▶ EXTRACTED RECORDS
------------------------------------------------

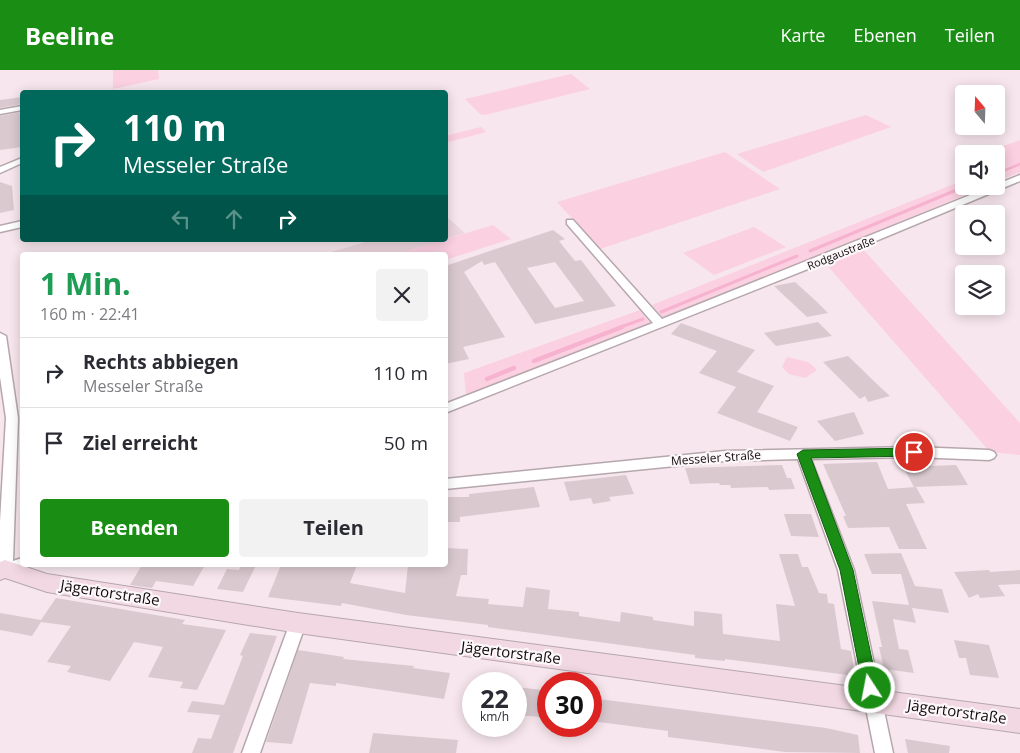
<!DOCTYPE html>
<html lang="de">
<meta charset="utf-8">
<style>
:root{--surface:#fff;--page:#f2f2f3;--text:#2b2b33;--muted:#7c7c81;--line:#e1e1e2;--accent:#1a8d14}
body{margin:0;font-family:"Open Sans",sans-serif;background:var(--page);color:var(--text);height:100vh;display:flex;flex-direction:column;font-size:19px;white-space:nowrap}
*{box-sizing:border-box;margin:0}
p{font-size:16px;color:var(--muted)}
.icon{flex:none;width:28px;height:28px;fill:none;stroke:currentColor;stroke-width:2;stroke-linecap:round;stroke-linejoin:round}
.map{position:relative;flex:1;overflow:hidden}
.panel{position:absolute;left:20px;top:182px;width:428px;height:315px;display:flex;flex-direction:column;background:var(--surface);border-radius:5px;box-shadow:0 2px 12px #0003}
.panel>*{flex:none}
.banner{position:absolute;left:20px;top:20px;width:428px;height:152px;border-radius:5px;box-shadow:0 2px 12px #0003;background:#00695c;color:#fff;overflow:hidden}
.needle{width:32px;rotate:341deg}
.fabs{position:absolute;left:955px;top:15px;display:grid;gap:10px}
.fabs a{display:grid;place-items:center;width:50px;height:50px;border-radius:5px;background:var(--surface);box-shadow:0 2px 12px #0003;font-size:25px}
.speed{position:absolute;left:462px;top:602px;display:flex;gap:10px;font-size:25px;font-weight:700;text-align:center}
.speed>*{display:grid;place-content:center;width:65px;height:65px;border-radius:50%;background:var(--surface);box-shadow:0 2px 12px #0003;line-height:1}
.speed small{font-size:12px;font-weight:400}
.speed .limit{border:8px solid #d22;background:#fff;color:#111}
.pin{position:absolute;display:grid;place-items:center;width:42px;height:42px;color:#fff;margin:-21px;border:2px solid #fff;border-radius:50%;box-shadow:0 1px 5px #0007}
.me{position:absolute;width:55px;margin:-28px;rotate:349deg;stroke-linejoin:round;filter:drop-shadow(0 0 4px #0008)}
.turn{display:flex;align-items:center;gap:18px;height:105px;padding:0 20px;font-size:22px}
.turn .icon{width:65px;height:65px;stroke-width:2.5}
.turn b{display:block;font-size:35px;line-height:42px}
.lanes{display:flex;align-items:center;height:48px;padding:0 20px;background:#0003;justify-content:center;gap:25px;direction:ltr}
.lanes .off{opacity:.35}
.round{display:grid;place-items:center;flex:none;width:52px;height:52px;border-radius:5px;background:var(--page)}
.overview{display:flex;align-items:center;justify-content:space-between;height:85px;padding:0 20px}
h1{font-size:30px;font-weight:700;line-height:38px;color:#1e9e55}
.button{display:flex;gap:10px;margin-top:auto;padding:10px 20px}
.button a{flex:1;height:58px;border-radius:5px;background:var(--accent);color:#fff;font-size:20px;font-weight:700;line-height:58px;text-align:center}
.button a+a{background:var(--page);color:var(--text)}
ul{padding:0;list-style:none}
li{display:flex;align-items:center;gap:15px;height:70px;padding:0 20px;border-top:1px solid var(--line)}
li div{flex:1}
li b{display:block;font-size:19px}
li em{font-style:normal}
header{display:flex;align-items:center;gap:30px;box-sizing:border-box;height:70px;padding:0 25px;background:var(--accent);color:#fff}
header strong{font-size:24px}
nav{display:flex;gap:28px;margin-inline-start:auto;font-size:18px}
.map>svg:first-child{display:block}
</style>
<header>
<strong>Beeline</strong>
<nav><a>Karte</a><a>Ebenen</a><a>Teilen</a></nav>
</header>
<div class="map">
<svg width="1020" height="683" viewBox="0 0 1020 683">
<rect width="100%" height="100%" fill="#f7e6ed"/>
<!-- built -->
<g fill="#ecd5de">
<polygon points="448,148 465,163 445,169 445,149"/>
<polygon points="372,170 443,170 393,185 321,185"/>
</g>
<!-- green -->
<g fill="#fbd0e1">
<polygon points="113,0 158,0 159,9 113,19"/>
<polygon points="571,4 590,19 485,45 480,44 465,29"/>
<polygon points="866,45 891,57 763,102 737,84"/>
<polygon points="481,57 486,62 445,73 445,66"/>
<polygon points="1020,70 1020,102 996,112 996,84 981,84"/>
<polygon points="725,82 780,119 600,179 557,132"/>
<polygon points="964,110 964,116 986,116 665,250 652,235"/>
<polygon points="493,155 511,169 445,190 445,185 393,185"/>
<polygon points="754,157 786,177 714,205 683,183"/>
<polygon points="861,177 1020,353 1020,385 990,382 825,193"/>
<polygon points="640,240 651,254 466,326 464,303"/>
<polygon points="787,287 808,292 817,300 805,308 789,304 782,297"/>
</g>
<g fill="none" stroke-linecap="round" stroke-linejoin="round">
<!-- stream-far2 -->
<polyline stroke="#f6b2ce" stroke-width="2.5" points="996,104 1020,94"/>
<!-- stream-far1 -->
<g stroke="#f6b2ce" stroke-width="3">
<polyline points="810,181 966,116"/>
<polyline points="661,242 797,186"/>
<polyline points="618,258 643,249"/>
</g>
<!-- stream -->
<g stroke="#f6b2ce" stroke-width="4.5">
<polyline points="534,291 622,257"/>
<polyline points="487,309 514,298"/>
</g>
</g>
<!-- building -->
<g fill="#dacad0" fill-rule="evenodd">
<polygon points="22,27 22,34 0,38 0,30"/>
<polygon points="22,42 22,77 0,80 0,46"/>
<polygon points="0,112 12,116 14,140 0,143"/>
<path d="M553 160 565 169 559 171 575 191 581 190 616 236 535 254 495 192 484 195 482 191 464 202 505 267 463 277 469 289 445 294V196ZM555 192 584 231 555 238 527 198Z"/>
<polygon points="795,212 817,232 828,243 807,247 774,216"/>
<polygon points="818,252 832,266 776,276 764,263"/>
<polygon points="681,253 755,280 737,302 774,316 757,342 798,357 790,371 717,343 736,317 699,303 717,281 671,264"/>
<polygon points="848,286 880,317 890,326 868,332 865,326 860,329 823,292"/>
<polygon points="854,342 864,364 835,371 817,351"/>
<polygon points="877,392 888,419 916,417 925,433 906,434 927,479 899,479 889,457 848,458 843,446 846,446 823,394"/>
<polygon points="782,395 787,408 791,408 795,419 769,420 768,417 731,418 730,415 720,415 719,413 690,414 685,398"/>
<polygon points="956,395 968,415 914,417 903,397"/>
<polygon points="626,405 634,424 609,427 611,431 593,434 591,428 570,431 564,412"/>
<polygon points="534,417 540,437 460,447 460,452 445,452 445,427 469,427 469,424"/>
<polygon points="784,444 811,444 819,467 791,466"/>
<polygon points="445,478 468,479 467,505 461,505 456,526 489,529 488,534 523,537 526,517 550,520 548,539 579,542 579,546 620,552 621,542 653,547 653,550 694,556 694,541 722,544 723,564 780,571 776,534 795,536 779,484 798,484 802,497 808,497 819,523 827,524 828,533 834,534 841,579 851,581 855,606 725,589 725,591 695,588 695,585 488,557 488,555 406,545 342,533 341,536 268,527 281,495 357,495 350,513 405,523 408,495 445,495"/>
<polygon points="901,483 915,516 942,519 949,543 912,538 916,553 893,549 899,579 908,580 914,603 884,599 879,577 882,577 872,531 909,535 901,504 872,504 864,484"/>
<polygon points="142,495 205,495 193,516 156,511 152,518 130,515"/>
<polygon points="241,495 256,495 243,522 217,519 227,499 239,500"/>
<polygon points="989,500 990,502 1020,500 1020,514 998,515 1005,526 980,528 978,524 969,528 954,502"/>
<polygon points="56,528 185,550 182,554 226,560 197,620 180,618 183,612 148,607 163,577 134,572 110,611 67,602 71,596 47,592 71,556 41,552 32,566 0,560 0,543 41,550"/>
<polygon points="250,563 277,566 233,683 192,683 198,668 211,669 220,645 187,642 192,631 224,635 243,586 240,585"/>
<polygon points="954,570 989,575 999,608 970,605 966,588 959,588"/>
<polygon points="298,580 344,587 343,589 414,596 413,598 450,603 444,629 336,613 336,616 310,613 292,674 266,672"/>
<polygon points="516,617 543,620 541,647 516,645"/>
<polygon points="591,628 826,658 858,665 860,683 785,682 668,667 668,661 591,651"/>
<polygon points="373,663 458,670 456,683 369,683"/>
<polygon points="905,669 950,676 949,683 908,683"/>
</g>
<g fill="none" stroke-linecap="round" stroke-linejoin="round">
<!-- street casing -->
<g stroke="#b6a7ad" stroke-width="3">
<g id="street">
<polygon points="22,36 22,40 0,44 0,40"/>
<polygon points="22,88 22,93 0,103 0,97"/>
<polygon points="1020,105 1020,111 823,193 445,343 445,334 653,253 567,154 567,150 573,150 662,249"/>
<polygon points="22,151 22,157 0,162 0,156"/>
<polygon points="0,263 6,266 18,348 13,491 22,488 22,495 29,495 27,498 5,505 0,503 0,452 6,348 0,307"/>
<polygon points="913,377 989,380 994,382 996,385 994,388 989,390 913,387 811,389 854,500 893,683 875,683 838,500 798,389 725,391 445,419 445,409 725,381"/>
<polygon points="298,546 304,548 306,553 260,683 242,683 290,553 292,548"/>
</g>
</g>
<!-- secondary casing -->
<g stroke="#b6a7ad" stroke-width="2">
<polygon id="secondary" points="5,490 47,504 298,543 1020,639 1020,663 298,563 47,522 5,508 0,510 0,492"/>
</g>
<!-- street -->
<use href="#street" fill="#fff" fill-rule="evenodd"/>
<!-- secondary -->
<use href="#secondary" fill="#f2d8e3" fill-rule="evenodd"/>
</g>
<!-- route -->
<polygon fill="#1a8d14" stroke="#115c0d" points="914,378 920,382 914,386 811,388 853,500 878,618 876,623 870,625 865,623 863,618 840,500 797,384 803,380"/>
<g text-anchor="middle" stroke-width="4.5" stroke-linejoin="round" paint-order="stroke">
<!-- far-street labels -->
<g font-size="11" fill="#0f0a0c" stroke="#fdf7f9">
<text transform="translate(841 183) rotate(-22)" y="4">Rodgaustraße</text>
</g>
<!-- street labels -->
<g font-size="12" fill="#0f0a0c" stroke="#fdf7f9">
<text transform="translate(716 388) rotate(-4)" y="4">Messeler Straße</text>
</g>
<!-- near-street labels -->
<g font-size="15" fill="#0f0a0c" stroke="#fdf7f9">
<text transform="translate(110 523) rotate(9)" y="5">Jägertorstraße</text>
<text transform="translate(511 583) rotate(7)" y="5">Jägertorstraße</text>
<text transform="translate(957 642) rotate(8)" y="5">Jägertorstraße</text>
</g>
</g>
</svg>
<div class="fabs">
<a><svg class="needle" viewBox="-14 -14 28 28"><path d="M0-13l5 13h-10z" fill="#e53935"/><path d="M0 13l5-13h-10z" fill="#7c7c81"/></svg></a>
<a><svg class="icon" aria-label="sound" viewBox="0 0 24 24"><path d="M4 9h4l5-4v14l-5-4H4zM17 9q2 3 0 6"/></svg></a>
<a><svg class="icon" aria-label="search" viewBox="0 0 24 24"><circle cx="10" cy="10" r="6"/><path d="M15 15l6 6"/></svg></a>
<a><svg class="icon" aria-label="layers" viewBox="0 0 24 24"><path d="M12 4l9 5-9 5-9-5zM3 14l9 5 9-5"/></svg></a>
</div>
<div class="speed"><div>22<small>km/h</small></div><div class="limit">30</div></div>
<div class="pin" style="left:914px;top:382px;background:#d93025"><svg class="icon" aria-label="arrive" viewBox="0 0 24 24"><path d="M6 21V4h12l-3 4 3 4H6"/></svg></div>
<svg class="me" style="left:870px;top:618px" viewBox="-20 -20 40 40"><circle r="17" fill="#1a8d14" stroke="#fff" stroke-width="3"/><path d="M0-11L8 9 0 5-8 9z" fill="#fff"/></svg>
<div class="banner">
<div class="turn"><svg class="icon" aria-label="right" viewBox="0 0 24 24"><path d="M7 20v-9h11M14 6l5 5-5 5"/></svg><div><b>110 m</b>Messeler Straße</div></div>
<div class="lanes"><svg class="icon off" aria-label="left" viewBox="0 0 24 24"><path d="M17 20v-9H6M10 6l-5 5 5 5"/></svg><svg class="icon off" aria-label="ahead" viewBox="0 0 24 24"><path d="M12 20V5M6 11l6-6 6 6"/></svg><svg class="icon" aria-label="right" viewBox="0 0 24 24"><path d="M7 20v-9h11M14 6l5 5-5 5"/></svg></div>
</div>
<section class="panel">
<div class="overview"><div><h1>1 Min.</h1><p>160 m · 22:41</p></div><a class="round"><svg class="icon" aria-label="close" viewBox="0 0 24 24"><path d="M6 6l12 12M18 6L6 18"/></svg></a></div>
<ul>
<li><svg class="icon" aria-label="right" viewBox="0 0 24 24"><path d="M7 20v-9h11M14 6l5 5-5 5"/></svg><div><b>Rechts abbiegen</b><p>Messeler Straße</p></div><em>110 m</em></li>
<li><svg class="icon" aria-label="arrive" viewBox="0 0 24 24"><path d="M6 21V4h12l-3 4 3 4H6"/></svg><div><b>Ziel erreicht</b></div><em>50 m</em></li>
</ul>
<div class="button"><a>Beenden</a><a>Teilen</a></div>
</section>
</div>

------------------------------------------------

What is the number of lines in the listing that contain the string "direction"? Give it alone.

3